Banks are cautiously rolling back some of the extra checks they introduced at the height of the pandemic
Mortgage brokers say that banks are cautiously easing up on home lending and removing extra checks on borrowers that were put in place during the COVID-19 pandemic.
Last year, banks introduced extra checks to ensure they weren’t lending to customers whose income was threatened by COVID-19, such as extra employment verification and ignoring income from bonuses or overtime, Homeloanexperts.com.au founder Otto Dargan told The Sydney Morning Herald.
“Now lenders have removed these restrictions and the main problem is that they’re being inundated with applications,” Dargan said.
While there is currently a surge in new lending, brokers say they haven’t seen a spike in high-risk borrowing, nor do they predict that more regulatory controls on mortgage lending will be introduced in the near future, according to a report by the Herald.
With house prices rising at their fastest rate in more than 30 years, regulators have repeatedly warned against a deterioration in credit underwriting standards and said they could step in to cool the red-hot market if necessary. But in the current market boom, several brokers have said that banks are becoming less conservative than they were at the height of the COVID-19 pandemic last year.

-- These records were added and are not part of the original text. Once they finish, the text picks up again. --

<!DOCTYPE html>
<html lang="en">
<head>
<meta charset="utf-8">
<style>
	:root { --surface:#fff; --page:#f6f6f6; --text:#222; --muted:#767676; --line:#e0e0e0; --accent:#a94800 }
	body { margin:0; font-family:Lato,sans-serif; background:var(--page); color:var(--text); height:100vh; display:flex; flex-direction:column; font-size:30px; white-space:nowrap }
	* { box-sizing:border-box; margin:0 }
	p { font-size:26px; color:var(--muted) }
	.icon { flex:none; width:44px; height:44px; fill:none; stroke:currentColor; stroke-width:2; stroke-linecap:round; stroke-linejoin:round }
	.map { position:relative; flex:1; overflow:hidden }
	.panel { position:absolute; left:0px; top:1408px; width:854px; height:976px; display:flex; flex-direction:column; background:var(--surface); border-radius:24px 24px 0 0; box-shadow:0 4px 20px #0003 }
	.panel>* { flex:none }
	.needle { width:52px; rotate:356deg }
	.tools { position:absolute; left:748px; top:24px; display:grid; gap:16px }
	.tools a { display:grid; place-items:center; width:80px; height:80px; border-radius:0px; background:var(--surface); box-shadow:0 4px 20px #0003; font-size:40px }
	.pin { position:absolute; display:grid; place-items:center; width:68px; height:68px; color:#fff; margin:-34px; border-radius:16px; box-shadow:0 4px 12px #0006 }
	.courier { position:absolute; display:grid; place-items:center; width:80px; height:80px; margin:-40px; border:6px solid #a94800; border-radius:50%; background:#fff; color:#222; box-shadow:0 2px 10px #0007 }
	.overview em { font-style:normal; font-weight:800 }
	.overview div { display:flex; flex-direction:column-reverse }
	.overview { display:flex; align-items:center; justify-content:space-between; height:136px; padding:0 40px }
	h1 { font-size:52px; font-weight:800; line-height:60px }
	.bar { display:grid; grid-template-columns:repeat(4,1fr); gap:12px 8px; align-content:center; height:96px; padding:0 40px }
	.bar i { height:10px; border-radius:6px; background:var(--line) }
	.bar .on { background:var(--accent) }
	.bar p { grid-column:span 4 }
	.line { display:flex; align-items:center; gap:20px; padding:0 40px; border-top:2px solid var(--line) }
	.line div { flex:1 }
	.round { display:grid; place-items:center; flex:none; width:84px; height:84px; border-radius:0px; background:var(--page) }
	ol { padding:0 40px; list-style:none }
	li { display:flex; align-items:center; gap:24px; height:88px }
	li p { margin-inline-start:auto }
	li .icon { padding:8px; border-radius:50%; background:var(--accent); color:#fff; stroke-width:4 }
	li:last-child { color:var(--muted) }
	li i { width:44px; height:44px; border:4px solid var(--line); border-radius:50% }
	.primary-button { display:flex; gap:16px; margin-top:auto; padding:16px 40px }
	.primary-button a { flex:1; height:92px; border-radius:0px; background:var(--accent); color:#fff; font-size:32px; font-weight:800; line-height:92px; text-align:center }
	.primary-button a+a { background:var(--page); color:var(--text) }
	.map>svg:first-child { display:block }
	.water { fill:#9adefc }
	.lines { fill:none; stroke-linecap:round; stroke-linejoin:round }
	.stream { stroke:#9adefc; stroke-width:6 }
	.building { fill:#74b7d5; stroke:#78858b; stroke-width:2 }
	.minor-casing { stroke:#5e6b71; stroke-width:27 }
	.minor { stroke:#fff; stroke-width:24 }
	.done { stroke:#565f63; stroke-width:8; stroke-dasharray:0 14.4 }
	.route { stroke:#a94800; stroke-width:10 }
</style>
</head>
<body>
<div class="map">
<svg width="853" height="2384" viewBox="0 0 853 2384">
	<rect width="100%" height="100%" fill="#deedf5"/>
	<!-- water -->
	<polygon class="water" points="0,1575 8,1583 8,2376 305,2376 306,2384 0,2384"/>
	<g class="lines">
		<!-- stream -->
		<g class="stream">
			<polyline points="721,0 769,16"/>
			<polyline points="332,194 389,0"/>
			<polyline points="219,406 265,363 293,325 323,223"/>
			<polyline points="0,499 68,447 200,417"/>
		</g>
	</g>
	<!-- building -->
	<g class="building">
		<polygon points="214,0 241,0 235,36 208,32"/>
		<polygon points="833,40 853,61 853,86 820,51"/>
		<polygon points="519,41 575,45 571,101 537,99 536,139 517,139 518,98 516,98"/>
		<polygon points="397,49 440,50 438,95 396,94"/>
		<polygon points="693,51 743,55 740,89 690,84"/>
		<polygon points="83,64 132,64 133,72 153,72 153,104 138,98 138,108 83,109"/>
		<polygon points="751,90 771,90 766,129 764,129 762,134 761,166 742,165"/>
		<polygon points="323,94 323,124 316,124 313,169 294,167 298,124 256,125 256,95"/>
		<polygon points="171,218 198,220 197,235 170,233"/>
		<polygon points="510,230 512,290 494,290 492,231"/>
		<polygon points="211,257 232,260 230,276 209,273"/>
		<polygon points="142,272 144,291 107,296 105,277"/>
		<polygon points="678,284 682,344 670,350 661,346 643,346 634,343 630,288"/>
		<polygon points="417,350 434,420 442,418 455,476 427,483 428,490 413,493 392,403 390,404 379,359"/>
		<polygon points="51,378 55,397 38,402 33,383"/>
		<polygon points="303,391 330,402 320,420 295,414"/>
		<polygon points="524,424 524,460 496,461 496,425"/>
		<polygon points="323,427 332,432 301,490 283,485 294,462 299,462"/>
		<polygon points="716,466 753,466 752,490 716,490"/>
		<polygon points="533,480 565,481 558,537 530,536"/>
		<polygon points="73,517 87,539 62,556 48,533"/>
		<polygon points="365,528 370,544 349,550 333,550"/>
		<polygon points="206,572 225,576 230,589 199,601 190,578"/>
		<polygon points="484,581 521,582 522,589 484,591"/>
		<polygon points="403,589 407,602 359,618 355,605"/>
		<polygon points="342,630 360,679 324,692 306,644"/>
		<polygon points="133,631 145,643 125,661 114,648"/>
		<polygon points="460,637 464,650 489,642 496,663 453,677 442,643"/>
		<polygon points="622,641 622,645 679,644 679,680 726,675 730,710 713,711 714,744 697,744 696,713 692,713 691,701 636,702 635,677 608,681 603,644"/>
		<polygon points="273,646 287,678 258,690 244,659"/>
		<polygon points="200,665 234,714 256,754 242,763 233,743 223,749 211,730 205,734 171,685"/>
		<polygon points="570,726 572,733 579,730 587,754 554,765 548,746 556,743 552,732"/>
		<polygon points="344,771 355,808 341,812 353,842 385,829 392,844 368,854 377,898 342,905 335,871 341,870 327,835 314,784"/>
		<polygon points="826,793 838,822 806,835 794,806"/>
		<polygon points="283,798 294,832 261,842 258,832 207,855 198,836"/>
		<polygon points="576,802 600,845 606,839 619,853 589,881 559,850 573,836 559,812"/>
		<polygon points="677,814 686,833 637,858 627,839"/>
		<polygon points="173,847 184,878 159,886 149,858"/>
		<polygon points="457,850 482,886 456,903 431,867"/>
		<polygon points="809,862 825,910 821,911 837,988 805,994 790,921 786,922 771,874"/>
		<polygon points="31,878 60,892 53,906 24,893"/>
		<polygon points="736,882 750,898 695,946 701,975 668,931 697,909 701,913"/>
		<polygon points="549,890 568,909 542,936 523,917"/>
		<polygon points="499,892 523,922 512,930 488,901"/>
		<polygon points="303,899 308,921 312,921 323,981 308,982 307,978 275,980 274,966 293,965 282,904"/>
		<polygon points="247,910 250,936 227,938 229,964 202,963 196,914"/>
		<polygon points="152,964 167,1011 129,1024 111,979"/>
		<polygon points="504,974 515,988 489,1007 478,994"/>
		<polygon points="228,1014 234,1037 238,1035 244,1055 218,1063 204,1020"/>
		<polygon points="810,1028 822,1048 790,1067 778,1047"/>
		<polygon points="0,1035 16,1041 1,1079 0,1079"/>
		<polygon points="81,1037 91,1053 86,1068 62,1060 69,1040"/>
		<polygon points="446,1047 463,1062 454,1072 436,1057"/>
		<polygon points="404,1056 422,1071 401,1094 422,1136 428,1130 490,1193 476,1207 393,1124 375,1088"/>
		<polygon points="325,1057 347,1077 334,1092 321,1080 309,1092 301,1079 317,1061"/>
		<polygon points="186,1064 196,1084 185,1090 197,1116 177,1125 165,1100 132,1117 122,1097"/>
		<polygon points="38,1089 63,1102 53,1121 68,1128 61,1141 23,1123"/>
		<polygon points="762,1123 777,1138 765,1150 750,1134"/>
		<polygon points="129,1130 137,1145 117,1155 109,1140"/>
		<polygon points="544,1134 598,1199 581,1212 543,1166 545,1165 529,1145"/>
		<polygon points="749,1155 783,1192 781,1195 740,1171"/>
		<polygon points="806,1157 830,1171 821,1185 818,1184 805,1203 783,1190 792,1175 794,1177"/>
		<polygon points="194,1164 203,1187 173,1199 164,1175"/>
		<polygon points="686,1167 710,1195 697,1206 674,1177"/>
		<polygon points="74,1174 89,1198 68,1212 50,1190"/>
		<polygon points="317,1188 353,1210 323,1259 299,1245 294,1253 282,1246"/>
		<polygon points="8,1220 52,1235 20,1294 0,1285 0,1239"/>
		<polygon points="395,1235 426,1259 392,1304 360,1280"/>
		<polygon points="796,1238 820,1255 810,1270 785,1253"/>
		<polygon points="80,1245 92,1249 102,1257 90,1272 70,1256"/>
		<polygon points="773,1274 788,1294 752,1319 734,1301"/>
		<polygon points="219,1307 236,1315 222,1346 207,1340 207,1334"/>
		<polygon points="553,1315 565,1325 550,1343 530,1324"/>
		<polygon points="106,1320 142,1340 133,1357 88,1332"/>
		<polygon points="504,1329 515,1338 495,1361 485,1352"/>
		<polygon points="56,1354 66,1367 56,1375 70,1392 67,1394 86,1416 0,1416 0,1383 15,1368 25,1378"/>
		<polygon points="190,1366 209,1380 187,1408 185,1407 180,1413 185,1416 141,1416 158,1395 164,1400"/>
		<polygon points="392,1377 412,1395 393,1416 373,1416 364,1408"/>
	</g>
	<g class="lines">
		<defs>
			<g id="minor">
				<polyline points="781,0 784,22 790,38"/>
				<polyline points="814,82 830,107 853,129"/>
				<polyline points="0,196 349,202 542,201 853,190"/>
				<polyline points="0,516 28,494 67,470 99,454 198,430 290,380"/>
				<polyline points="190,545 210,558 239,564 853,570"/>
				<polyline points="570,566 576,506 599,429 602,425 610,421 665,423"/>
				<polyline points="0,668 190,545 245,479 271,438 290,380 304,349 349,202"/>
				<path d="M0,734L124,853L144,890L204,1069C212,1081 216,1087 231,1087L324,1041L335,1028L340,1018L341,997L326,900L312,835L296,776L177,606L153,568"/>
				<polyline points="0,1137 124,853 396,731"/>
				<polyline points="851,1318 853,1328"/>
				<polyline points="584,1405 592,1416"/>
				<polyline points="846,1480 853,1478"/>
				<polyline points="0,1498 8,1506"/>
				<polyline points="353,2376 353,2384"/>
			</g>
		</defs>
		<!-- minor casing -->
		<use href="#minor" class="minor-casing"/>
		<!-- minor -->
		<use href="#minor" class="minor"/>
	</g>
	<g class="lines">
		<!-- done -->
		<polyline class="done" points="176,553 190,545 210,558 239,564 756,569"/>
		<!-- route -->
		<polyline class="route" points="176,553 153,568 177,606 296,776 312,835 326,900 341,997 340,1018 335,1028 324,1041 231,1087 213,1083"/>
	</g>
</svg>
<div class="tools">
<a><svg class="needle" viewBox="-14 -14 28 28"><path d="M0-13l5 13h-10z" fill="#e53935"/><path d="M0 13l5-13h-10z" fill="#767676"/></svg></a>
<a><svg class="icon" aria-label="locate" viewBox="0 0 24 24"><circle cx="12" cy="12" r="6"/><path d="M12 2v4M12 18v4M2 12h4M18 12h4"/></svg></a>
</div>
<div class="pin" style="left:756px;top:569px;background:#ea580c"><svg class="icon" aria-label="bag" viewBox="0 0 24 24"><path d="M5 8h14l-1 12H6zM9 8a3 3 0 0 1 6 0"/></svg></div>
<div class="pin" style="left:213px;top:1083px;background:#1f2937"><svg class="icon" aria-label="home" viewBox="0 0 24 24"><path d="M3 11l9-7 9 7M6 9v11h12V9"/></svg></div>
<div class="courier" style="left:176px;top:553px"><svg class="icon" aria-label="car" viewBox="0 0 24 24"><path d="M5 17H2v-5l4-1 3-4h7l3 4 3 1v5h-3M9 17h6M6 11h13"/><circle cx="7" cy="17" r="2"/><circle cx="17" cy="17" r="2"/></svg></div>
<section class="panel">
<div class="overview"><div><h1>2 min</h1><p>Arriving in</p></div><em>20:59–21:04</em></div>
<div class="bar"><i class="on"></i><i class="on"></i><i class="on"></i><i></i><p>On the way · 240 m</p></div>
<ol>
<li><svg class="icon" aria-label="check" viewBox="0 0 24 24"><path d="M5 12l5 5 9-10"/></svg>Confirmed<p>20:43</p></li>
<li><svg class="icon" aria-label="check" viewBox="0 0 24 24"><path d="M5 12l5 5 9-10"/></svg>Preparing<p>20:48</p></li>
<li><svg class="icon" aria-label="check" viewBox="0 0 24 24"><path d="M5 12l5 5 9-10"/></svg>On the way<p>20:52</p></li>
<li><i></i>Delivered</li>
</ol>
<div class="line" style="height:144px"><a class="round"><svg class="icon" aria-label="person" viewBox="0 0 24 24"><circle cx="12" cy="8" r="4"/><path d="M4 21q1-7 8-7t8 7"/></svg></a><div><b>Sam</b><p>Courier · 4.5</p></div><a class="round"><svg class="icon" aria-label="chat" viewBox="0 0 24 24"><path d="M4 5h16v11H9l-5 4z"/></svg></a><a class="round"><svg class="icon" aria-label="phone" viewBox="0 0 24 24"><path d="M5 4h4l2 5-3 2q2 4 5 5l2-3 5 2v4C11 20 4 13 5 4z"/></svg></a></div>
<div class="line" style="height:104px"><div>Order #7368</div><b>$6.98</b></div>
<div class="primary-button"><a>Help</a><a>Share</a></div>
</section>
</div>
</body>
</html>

James Symond, chief executive of Commonwealth Bank’s Aussie Home Loans, said banks were now taking a more “commercial” approach to credit assessments.
“We are seeing a more balanced approach by the banks,” Symond told the Herald. “We are seeing less conservatism, but much thought being placed in every single customer application.”
Read more: RBA tips scrutiny of booming housing market
Symond also predicted that property investors would become a larger force in the market over the next 12 to 18 months.
The proportion of loan applications in which lenders are requesting more information from the customer has dropped from 48% in March 2020 to just 28% this year, according to data from Lendi. David Hyman, Lendi co-founder and chief executive, said the drop was a sign that banks were being far less conservative than they were last year, during both the early days of the pandemic and the aftermath of the Hayne royal commission.
Despite this less conservative approach, Hyman said that the proportion of loans with a high loan-to-valuation stayed relatively flat, and he didn’t believe that regulators needed to step in with macroprudential policies yet.
“There’s a growing fear of missing out as prices rise, but we are not seeing borrower behaviour becoming riskier across the board,” he told the Herald.
David Bailey, chief executive of listed broker AFG, said the key metric he would look at to ensure the market didn’t get “out of kilter” was interest-only lending to owner-occupiers – which, so far, remains at relatively low levels.
The new scrutiny of lending standards comes amid a surge in new mortgage lending driven by ultra-low interest rates, rapidly rising house prices and government incentives. Aussie told the Herald that it posted record lending volumes in March, with about $2 billion in settlements. Lendi also said it had a record month in March.